VIVI NASCOSTO. ENTRA NEL NUCLEO OPERATIVO
Per leggere via mail il Dispaccio in formato PDF
Per ricevere a casa i libri in formato cartaceo della collana editoriale Dissipatio
Per partecipare di persona (o in streaming) agli incontri 'i martedì di Dissipatio'

Geopolitica umana. Due parole dall’alto valore pratico. Dall’obiettivo, ambizioso, di elevare lo studio della geopolitica pura verso nuove mete. Trasformando un’analisi che storicamente è stata tacciata di determinismo e che negli ultimi decenni era stata semplicemente annichilita o messa da parte, in favore di politologia e economia, in un’utilissima cassetta degli attrezzi, a uso e consumo della nostra collettività e non solo, tale da permetterci una lettura meno superficiale del nostro tempo e della vita umana in generale. Tutto questo è quanto si propone di fare Dario Fabbri, direttore della Rivista Domino, con il suo ultimo saggio “Sotto la pelle del mondo”. Chiaro riferimento a uno dei mantra del suo metodo e pensiero geopolitico, ribadito anche nella precedente pubblicazione “Geopolitica umana”, nonché nei suoi interventi e nel metodo che attraverso gli interventi, la stessa rivista e la scuola a essa collegata, si condensa nella prevalenza dell’elemento strutturale su quello sovrastrutturale. 

Grande mancanza del nostro tempo è l’aver confuso la forma esteriore con il nucleo delle questioni. Nell’aver reputato decisivo l’irrilevante, trascurando ciò che veramente conta nelle vicende umane. 

La “pelle del mondo” è tutta l’impalcatura leaderistica, politica ed economica che alle nostre latitudini e in tutto il cosiddetto Occidente allargato (ovvero, essenzialmente, negli Stati sottoposti all’impero statunitense) viene considerato prioritario. Per scadimento – anche, ma non solo – indotto delle collettività verso una condizione di post-storicismo. Ovvero, in altri termini, per invecchiamento anagrafico delle popolazioni, specialmente europee, e per la consolidata opinione secondo la quale il nostro tempo avrebbe espulso la guerra e la contesa tra i popoli dalla storia. Laddove, invero, questi ultimi continuano a battersi per la propria sopravvivenza e non solo. Specialmente in quel “resto del mondo”, “Sud globale” o “mondo contro”, che è piuttosto la parte maggioritaria del nostro pianeta. Ci piaccia o meno. 

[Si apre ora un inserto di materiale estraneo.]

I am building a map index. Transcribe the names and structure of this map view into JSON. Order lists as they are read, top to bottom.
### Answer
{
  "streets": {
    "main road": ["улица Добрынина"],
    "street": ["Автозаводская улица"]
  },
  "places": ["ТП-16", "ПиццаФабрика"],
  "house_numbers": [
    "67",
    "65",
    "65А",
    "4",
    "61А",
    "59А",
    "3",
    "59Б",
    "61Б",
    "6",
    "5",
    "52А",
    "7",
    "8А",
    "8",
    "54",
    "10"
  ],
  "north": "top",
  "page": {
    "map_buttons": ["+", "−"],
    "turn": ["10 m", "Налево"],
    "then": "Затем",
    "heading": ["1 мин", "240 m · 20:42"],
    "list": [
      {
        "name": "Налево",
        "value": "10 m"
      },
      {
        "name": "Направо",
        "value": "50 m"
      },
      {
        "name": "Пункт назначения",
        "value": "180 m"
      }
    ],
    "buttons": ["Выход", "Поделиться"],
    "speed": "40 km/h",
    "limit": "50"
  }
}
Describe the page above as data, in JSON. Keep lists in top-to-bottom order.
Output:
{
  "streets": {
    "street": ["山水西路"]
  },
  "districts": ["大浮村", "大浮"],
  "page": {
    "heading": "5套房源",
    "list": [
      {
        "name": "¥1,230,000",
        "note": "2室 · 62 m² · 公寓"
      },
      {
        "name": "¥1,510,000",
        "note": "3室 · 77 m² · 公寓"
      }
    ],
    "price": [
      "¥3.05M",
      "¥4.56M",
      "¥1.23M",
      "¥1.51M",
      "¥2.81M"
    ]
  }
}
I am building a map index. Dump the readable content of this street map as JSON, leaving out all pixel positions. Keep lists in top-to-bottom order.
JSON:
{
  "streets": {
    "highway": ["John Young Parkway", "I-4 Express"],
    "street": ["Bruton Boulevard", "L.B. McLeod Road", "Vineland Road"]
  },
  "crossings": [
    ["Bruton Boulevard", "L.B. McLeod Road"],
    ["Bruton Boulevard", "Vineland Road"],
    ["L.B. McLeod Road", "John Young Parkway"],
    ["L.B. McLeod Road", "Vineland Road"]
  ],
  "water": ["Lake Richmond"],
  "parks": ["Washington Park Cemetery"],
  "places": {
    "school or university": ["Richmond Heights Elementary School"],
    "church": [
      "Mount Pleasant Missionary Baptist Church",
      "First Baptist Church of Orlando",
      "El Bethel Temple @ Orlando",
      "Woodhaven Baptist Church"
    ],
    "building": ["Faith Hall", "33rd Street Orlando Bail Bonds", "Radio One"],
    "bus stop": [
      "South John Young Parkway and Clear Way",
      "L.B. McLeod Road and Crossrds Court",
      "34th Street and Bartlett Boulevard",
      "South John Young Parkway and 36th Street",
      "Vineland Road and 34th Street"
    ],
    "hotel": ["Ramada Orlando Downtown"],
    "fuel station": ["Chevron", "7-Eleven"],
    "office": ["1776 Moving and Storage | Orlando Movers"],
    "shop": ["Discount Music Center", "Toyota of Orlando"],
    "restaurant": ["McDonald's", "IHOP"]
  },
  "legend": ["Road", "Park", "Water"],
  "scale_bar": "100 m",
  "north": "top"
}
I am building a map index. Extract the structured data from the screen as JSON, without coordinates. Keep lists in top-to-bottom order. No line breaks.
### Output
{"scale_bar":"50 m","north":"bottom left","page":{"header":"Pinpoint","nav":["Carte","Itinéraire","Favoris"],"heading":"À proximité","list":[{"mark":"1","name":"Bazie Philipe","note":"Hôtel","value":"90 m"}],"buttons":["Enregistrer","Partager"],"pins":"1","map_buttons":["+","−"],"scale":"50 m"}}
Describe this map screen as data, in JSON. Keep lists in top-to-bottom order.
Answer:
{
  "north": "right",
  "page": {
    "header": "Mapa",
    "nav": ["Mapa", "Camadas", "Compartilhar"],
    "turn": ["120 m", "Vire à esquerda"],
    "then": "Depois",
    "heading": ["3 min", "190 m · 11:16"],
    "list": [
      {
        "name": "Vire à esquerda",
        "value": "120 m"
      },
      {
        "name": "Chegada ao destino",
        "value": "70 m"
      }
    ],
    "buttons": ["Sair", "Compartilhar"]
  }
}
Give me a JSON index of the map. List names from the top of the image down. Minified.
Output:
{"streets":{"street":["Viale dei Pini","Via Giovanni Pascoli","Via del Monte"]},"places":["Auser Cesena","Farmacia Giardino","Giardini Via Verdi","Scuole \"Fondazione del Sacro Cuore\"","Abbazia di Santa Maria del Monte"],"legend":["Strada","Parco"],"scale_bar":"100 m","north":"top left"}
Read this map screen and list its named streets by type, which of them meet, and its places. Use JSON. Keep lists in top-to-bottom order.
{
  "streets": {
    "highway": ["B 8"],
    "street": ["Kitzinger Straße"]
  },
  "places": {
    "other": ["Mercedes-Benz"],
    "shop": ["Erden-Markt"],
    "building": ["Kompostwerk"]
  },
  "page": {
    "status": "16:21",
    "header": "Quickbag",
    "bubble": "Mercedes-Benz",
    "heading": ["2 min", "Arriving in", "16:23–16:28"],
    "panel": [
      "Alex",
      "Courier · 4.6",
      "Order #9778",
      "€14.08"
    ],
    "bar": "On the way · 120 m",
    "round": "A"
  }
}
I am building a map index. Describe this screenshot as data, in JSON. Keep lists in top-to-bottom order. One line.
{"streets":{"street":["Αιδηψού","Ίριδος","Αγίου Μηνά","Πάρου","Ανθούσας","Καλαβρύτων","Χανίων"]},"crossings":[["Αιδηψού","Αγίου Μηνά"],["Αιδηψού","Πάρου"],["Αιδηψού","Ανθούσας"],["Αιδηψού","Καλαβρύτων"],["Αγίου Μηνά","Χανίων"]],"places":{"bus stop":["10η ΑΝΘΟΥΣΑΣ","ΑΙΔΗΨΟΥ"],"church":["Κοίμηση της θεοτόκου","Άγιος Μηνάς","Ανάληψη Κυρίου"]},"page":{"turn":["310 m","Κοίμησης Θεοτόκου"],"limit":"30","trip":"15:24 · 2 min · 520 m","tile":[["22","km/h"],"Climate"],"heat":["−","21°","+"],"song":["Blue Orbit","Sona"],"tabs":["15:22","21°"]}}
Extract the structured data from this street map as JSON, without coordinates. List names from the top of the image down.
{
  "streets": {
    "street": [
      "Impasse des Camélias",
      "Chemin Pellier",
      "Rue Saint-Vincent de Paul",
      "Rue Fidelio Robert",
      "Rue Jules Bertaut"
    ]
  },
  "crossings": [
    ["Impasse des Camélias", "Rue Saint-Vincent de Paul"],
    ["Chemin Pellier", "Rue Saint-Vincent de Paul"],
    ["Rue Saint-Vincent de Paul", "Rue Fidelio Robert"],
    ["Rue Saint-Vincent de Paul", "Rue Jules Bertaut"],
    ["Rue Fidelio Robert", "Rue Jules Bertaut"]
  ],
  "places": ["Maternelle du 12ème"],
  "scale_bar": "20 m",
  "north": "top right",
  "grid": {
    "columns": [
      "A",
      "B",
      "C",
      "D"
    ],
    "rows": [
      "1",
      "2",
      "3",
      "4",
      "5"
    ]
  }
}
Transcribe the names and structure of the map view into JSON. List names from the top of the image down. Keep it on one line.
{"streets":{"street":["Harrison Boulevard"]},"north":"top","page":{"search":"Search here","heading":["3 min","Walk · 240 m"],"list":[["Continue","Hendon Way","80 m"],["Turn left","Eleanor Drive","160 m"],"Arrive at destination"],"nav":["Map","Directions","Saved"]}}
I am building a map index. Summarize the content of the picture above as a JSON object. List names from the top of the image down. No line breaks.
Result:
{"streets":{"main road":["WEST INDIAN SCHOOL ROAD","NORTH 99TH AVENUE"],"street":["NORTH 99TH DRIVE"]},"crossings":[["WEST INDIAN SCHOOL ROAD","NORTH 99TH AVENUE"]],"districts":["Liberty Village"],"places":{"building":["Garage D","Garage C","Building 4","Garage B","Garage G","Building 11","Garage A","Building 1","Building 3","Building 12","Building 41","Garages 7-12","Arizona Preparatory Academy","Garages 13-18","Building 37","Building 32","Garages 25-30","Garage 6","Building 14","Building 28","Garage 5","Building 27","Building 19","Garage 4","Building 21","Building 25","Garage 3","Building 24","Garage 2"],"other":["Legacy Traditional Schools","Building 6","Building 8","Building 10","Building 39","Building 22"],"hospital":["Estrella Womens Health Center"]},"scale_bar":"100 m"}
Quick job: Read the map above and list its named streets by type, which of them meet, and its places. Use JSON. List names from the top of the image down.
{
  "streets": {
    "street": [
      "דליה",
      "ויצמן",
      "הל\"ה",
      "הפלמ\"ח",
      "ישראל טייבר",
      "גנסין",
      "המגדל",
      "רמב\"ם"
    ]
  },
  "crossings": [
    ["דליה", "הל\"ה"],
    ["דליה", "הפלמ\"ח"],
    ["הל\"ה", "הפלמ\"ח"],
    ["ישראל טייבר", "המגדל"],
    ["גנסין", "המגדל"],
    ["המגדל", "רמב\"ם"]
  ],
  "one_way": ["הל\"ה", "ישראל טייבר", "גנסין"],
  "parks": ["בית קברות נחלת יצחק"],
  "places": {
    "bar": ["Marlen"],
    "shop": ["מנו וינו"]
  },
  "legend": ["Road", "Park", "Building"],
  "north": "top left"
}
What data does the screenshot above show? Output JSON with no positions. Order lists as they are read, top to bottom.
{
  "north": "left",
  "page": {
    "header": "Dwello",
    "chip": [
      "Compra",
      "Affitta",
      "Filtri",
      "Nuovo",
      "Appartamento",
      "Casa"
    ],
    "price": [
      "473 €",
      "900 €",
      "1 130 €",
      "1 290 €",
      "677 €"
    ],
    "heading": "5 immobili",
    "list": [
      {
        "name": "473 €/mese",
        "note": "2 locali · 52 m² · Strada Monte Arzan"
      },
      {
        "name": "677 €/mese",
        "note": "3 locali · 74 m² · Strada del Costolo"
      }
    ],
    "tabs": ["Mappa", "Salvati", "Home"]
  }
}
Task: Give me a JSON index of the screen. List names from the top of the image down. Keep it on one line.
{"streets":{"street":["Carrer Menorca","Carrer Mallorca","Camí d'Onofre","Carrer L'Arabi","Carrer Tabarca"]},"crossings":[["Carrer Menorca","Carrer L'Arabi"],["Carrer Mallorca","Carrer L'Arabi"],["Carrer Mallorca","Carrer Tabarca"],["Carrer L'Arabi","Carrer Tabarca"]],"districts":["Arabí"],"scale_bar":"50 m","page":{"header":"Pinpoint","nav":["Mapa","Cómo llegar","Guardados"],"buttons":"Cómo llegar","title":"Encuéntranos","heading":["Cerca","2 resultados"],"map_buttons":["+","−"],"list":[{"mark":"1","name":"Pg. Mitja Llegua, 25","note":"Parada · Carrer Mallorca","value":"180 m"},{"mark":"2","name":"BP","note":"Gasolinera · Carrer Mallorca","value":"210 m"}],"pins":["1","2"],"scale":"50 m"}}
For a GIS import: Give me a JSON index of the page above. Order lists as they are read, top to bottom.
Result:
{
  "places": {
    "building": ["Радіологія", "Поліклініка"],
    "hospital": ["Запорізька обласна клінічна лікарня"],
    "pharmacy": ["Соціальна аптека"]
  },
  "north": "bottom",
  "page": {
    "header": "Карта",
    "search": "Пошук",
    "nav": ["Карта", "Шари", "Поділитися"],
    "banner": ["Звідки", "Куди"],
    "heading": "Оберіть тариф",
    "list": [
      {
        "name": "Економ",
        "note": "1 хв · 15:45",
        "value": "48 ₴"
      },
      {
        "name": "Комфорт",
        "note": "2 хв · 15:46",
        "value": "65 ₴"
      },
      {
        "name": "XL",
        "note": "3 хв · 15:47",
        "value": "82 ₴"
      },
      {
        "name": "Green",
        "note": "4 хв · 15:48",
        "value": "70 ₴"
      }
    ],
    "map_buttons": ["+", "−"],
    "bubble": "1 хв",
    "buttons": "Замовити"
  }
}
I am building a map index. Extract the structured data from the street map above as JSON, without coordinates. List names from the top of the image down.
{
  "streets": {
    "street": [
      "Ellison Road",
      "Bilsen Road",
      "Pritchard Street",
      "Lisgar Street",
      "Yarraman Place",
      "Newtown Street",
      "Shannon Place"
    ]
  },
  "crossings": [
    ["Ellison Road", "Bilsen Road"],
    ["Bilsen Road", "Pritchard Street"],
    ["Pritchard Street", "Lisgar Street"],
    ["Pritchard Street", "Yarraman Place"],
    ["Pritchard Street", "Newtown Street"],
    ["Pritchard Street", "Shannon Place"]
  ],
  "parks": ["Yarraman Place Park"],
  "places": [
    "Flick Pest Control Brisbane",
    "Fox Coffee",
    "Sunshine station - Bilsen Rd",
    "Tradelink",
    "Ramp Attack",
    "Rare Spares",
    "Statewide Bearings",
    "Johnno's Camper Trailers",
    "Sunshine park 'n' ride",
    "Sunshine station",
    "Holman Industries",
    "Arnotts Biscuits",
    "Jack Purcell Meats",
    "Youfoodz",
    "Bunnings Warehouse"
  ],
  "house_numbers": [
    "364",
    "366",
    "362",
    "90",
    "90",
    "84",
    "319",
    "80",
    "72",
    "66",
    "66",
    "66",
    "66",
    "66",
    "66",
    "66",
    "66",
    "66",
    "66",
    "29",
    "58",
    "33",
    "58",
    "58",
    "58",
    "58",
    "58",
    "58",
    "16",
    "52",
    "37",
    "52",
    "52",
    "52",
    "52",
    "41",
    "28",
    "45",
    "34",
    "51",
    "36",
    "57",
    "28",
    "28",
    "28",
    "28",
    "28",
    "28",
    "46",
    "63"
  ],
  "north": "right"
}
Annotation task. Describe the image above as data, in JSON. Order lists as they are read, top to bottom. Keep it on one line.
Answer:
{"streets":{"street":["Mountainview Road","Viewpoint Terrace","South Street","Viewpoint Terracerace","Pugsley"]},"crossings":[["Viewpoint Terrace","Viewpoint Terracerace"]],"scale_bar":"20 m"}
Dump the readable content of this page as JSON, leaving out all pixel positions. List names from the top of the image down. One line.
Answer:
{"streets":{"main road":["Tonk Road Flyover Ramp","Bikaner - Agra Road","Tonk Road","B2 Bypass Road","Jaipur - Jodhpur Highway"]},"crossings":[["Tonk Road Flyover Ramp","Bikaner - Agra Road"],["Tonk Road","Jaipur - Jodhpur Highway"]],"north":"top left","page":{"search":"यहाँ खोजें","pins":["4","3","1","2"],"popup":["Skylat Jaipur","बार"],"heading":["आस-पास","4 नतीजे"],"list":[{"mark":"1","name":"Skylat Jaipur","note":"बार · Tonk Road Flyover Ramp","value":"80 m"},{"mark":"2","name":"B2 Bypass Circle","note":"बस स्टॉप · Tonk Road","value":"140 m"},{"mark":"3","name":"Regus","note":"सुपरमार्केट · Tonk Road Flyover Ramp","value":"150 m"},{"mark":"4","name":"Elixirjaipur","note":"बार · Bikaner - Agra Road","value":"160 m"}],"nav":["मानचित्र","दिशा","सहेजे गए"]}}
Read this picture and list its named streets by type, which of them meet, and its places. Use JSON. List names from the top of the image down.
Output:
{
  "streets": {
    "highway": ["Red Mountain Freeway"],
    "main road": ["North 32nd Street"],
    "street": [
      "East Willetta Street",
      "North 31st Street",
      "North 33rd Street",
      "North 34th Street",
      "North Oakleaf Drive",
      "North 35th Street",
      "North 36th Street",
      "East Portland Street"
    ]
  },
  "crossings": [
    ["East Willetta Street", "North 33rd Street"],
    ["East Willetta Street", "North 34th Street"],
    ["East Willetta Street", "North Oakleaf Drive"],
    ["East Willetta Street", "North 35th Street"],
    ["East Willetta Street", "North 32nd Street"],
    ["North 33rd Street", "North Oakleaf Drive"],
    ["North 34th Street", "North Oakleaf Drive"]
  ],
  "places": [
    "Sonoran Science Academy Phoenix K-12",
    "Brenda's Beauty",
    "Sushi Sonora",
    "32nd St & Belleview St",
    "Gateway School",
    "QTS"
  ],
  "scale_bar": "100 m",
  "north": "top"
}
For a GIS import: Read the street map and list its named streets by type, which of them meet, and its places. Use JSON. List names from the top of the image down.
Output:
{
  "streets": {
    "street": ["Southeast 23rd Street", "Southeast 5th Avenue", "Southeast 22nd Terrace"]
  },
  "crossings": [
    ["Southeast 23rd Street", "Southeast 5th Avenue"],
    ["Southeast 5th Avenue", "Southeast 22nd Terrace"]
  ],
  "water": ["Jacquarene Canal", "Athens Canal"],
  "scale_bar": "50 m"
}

L’elemento essenziale per uscire da una dimensione sovrastrutturale è dunque in primo luogo sfuggire a ciò che il nostro tempo e il nostro contesto reputa importante, per calarsi nella complessità. E nel dolore. Tornare alla storia, alla geografia, all’etnografia, alla proto-linguistica. Allo studio dei popoli, dei sentimenti e delle psicologie collettive.

Significa anche – ed è questo forse questa la chiave di lettura più significativa – guardare al mondo da un punto di vista profondamente umano. Potrebbe sembrare scontato, ma leggere le vicende passate e presenti come vicende umane, è esercizio difficile e spesso faticoso. Implica un insieme di varianti talvolta sottovalutate. Costringe a fare i conti con il caos, l’irrazionalità e la passionalità. Spinge a uscire dalla bolla fatta di idealizzazioni e demonizzazioni che la cultura occidentale, di larga impronta illuminista, positivista e razionalista, vorrebbe o avrebbe voluto allontanare. Guardare agli altri senza giudicare, calandosi nelle paure e nei desideri delle altre collettività è esercizio dal grande valore. E che può provocare anche enorme sofferenza.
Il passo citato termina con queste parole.